Your desire to tear down and engine explains why it is important to use a certified oil that was formally tested using all the proper protocols and methodologies. The certification reports have standards for wear and deposit weights. Here are the ACEA standards:
https://www.acea.be/uploads/news_documents/ACEA_European_oil_sequences_2016.pdf
When a blender makes ambiguous claims that their oil "meets" or is "suitable", they most certainly have not followed all the proper testing protocols and methodologies.
Scott
PS StevieC, in another thread you said you sell machines worth more than a house. In my long, 30 career I mathematically modeled and tested the performance of large, very expensive, mission critical, mainframe computers during their development process. "Cooking numbers" to overlook deficiencies was a common temptation for a variety of reasons - technical obstacles and shortcomings of the system being tested, project deadlines, internal political pressure (!!!), industry pressure, etc. It is my belief that blenders of "uncertified" oils cook numbers for the very same reasons. It's the only way they can get their oil to "pass". In my business, thank God we didn't have organizations like the ACEA overseeing our work. In many cases the performance of our systems would never have been fully "approved" or "certified" because there were areas where the performance goals were not met.
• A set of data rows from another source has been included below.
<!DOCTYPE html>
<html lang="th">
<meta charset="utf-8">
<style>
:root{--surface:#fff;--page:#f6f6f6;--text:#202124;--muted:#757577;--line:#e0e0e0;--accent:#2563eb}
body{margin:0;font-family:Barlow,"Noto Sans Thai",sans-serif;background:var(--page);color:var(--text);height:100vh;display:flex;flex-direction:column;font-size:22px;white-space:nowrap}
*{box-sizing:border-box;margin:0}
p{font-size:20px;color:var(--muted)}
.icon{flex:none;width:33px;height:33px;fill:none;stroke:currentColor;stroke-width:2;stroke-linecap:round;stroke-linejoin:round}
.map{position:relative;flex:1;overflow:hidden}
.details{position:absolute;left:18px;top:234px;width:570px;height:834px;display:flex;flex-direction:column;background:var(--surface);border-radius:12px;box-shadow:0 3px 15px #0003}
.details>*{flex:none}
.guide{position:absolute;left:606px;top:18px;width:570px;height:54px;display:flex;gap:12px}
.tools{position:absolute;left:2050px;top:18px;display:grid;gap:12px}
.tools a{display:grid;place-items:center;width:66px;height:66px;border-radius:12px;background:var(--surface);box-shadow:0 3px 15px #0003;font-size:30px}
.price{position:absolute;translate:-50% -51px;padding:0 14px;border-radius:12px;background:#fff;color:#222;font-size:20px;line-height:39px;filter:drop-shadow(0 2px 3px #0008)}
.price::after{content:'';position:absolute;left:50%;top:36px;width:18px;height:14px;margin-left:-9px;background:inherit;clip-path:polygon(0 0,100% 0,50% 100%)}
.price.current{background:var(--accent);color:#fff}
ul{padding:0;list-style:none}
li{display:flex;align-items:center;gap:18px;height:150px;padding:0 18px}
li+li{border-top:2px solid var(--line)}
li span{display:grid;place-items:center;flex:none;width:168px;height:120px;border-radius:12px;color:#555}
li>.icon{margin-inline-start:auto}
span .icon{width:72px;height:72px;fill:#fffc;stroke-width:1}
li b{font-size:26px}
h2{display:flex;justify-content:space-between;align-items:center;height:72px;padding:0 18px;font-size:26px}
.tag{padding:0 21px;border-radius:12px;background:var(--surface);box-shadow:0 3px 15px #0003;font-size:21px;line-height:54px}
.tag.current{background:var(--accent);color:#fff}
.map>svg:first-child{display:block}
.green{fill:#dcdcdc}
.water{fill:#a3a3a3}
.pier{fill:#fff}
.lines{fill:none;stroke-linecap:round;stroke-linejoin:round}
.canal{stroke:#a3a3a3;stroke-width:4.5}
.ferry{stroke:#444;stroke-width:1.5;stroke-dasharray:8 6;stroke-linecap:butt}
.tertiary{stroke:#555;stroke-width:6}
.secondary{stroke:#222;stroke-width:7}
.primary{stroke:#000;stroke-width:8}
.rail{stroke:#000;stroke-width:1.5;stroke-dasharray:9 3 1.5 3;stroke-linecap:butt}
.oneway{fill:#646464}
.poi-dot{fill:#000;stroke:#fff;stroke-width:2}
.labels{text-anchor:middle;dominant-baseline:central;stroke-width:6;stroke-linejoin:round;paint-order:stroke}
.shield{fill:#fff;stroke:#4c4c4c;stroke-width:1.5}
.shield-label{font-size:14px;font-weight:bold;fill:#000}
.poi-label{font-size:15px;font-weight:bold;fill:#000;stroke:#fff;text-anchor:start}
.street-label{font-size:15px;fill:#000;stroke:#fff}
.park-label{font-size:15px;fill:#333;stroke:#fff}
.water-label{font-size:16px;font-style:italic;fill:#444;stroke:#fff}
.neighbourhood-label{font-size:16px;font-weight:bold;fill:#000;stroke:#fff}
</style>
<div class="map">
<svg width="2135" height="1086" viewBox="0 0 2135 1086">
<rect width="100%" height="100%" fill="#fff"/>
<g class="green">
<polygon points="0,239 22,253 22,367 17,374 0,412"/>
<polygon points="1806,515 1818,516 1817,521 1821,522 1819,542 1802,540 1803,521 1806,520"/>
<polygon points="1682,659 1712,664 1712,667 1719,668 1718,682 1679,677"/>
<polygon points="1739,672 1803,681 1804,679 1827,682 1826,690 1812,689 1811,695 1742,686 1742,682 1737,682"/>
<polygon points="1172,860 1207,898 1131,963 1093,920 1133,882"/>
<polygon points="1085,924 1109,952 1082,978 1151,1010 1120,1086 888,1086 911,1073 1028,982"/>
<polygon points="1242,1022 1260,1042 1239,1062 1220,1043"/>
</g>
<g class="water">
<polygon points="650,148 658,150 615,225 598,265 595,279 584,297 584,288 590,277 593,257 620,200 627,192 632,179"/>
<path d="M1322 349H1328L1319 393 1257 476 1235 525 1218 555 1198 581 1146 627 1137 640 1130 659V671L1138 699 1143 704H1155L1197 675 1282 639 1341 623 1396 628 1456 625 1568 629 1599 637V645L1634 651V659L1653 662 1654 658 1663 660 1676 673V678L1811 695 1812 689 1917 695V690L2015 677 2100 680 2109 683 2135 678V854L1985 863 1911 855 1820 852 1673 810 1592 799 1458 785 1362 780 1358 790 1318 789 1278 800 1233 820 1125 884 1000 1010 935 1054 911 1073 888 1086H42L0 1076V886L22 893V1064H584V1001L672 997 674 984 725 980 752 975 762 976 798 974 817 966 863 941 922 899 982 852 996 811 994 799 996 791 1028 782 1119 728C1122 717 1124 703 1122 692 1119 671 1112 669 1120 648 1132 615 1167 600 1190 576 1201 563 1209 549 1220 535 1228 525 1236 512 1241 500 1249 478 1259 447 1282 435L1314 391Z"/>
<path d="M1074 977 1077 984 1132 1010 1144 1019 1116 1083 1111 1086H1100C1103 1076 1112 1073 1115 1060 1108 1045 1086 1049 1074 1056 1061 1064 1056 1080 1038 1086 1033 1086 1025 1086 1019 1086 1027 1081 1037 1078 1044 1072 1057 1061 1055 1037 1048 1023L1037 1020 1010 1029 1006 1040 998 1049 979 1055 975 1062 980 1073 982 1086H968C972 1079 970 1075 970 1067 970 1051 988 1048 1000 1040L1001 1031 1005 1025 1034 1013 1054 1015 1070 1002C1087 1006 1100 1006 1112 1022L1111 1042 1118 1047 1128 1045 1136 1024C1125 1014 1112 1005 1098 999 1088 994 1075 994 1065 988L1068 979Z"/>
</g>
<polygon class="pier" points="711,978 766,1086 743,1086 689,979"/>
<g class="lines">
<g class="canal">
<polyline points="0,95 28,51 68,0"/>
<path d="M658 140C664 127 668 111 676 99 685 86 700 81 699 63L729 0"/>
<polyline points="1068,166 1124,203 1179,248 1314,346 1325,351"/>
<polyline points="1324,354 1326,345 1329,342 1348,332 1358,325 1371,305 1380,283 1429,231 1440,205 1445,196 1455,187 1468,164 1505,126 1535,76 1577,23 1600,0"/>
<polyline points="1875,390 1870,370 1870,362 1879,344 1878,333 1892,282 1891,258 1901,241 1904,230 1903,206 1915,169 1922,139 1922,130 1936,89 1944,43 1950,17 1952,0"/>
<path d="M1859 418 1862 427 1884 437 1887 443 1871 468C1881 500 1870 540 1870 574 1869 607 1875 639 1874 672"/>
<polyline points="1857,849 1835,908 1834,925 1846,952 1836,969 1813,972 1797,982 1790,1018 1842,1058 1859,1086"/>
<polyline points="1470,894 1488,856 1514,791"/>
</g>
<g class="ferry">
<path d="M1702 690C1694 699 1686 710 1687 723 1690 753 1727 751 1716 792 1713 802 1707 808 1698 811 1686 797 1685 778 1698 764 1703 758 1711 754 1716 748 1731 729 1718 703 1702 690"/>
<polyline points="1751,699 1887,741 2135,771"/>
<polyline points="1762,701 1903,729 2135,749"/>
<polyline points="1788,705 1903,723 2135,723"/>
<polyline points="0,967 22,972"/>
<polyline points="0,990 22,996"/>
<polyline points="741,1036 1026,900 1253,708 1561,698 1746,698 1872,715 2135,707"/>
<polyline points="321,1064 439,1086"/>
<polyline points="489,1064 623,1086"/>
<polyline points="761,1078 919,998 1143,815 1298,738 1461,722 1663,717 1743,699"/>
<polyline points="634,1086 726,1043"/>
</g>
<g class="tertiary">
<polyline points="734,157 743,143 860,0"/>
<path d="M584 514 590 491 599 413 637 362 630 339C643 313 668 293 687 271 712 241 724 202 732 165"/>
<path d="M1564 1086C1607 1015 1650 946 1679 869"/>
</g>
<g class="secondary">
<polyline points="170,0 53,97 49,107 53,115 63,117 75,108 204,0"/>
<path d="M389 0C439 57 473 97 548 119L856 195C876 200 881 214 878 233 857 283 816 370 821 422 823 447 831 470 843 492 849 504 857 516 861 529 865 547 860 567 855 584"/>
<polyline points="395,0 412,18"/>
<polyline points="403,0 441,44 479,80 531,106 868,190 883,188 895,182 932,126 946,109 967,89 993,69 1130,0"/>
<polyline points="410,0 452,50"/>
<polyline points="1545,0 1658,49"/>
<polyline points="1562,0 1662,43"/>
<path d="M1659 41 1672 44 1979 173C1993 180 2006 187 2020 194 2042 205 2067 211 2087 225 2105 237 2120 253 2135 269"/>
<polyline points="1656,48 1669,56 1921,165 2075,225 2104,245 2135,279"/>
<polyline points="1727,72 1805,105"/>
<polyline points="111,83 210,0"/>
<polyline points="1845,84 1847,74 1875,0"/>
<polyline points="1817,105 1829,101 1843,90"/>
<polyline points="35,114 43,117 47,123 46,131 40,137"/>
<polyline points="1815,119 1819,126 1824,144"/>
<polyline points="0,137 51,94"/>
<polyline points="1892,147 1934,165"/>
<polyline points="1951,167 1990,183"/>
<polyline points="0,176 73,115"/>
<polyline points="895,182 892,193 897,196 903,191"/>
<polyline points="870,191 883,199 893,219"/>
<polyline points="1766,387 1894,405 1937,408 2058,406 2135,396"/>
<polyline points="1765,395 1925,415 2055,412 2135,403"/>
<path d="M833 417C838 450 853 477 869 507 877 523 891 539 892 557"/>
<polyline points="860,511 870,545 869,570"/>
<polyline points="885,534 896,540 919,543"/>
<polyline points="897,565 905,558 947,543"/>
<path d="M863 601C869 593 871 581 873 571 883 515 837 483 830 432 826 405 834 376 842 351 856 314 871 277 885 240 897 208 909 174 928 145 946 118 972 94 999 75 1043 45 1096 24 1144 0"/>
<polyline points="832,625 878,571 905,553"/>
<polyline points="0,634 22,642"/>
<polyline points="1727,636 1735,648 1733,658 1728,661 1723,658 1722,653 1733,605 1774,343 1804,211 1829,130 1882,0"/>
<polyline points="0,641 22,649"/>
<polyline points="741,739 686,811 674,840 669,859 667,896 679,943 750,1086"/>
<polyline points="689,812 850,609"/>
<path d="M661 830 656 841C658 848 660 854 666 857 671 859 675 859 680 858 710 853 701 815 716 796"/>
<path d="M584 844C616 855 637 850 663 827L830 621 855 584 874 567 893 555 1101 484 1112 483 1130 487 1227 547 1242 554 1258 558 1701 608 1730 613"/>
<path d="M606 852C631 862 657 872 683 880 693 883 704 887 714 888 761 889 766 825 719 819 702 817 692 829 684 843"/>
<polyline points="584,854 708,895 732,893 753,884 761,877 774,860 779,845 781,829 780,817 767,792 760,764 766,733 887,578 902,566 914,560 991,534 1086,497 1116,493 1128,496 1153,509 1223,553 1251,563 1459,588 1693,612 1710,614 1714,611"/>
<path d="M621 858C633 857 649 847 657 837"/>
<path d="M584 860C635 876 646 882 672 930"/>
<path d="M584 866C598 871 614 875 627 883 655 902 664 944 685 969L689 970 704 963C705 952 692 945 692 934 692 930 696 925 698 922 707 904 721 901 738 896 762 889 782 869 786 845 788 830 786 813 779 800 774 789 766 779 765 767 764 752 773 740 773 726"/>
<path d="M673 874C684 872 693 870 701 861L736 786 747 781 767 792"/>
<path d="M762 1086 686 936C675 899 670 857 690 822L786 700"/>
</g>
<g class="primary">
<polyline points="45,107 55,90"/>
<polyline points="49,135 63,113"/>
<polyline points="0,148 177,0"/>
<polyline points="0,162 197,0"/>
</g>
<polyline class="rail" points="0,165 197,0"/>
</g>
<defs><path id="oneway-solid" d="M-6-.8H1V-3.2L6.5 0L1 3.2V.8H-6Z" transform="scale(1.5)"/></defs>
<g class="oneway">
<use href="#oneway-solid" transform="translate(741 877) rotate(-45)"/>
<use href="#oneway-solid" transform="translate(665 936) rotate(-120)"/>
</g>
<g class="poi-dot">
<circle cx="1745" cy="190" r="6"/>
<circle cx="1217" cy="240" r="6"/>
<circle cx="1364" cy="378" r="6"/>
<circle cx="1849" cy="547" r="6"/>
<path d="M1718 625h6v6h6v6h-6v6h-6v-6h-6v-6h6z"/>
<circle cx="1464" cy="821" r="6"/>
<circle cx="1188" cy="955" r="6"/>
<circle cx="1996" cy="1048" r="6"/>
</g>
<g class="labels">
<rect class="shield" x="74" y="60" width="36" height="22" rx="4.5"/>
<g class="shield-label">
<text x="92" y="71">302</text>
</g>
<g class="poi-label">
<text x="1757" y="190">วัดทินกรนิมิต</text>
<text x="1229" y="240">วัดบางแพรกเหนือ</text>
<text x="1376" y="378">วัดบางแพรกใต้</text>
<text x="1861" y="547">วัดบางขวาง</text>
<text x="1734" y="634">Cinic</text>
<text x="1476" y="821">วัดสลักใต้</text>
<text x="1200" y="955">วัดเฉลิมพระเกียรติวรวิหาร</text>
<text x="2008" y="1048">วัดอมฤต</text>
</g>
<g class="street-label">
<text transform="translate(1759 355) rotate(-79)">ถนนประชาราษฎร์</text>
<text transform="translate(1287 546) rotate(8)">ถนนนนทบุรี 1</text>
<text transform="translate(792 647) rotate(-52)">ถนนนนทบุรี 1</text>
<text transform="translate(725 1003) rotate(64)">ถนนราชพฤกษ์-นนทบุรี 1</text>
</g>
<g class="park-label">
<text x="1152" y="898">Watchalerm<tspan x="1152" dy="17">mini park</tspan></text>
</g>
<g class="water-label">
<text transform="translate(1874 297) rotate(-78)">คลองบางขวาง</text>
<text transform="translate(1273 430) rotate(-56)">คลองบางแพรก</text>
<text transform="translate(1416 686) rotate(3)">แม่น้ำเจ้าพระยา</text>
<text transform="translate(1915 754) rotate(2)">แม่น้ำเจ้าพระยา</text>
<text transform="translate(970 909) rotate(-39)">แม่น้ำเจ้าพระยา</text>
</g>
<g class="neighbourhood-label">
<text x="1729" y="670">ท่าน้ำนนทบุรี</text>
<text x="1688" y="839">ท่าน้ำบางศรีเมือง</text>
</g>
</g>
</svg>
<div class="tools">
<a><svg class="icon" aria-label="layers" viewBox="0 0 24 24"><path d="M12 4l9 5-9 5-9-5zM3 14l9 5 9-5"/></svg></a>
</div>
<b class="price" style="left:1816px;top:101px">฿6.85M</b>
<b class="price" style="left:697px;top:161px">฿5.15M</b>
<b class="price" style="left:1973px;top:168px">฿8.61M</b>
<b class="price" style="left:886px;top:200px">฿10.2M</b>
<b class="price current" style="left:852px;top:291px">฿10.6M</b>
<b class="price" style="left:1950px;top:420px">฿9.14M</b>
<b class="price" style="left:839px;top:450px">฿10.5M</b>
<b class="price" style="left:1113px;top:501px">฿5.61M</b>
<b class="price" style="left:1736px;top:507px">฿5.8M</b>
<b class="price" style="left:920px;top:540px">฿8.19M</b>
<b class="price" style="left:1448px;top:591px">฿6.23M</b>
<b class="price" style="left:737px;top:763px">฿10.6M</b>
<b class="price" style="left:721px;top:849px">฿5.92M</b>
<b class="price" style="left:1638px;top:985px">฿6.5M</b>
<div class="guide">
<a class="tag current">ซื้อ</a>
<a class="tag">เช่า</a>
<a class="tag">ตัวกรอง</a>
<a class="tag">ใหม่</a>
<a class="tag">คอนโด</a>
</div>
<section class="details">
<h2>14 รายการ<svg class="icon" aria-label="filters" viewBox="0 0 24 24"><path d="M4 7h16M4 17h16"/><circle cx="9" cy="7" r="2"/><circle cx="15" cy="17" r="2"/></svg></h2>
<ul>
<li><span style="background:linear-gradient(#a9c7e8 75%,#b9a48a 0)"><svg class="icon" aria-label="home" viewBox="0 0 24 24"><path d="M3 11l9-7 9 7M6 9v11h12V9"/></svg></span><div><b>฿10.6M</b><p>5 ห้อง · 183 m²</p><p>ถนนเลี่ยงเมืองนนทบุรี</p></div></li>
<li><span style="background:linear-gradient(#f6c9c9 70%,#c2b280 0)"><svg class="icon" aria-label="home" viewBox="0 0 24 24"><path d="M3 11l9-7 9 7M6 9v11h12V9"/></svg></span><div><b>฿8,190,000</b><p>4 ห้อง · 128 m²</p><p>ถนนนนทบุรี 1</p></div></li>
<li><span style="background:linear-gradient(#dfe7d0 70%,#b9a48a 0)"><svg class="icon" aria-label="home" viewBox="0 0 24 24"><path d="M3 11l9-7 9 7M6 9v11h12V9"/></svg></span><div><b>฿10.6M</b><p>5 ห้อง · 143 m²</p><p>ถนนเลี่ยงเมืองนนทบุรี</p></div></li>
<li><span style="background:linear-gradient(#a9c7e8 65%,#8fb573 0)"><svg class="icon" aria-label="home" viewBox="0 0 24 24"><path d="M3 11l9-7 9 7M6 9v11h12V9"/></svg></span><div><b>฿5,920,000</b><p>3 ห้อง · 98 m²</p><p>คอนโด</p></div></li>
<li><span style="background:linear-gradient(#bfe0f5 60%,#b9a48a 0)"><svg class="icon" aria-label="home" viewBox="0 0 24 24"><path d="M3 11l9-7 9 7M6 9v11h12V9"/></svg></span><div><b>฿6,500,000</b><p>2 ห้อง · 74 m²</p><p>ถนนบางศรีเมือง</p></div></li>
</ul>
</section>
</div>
Scott- that is part of my current job, but in my case it is for a large cloud provider. I have had numerous cases where our internal organization or the vendor "certified" that it would meet certain performance goals, only to find out in QA testing that it cannot meet those goals. In looking back at the certification, I find that they either fudged the numbers, or the test was accidentally run under slightly different criteria that does not match our use case. Sort of like claiming that your car can hit 200 in a full speed test run, only to find out that they meant 200 kph when you needed 200 mph.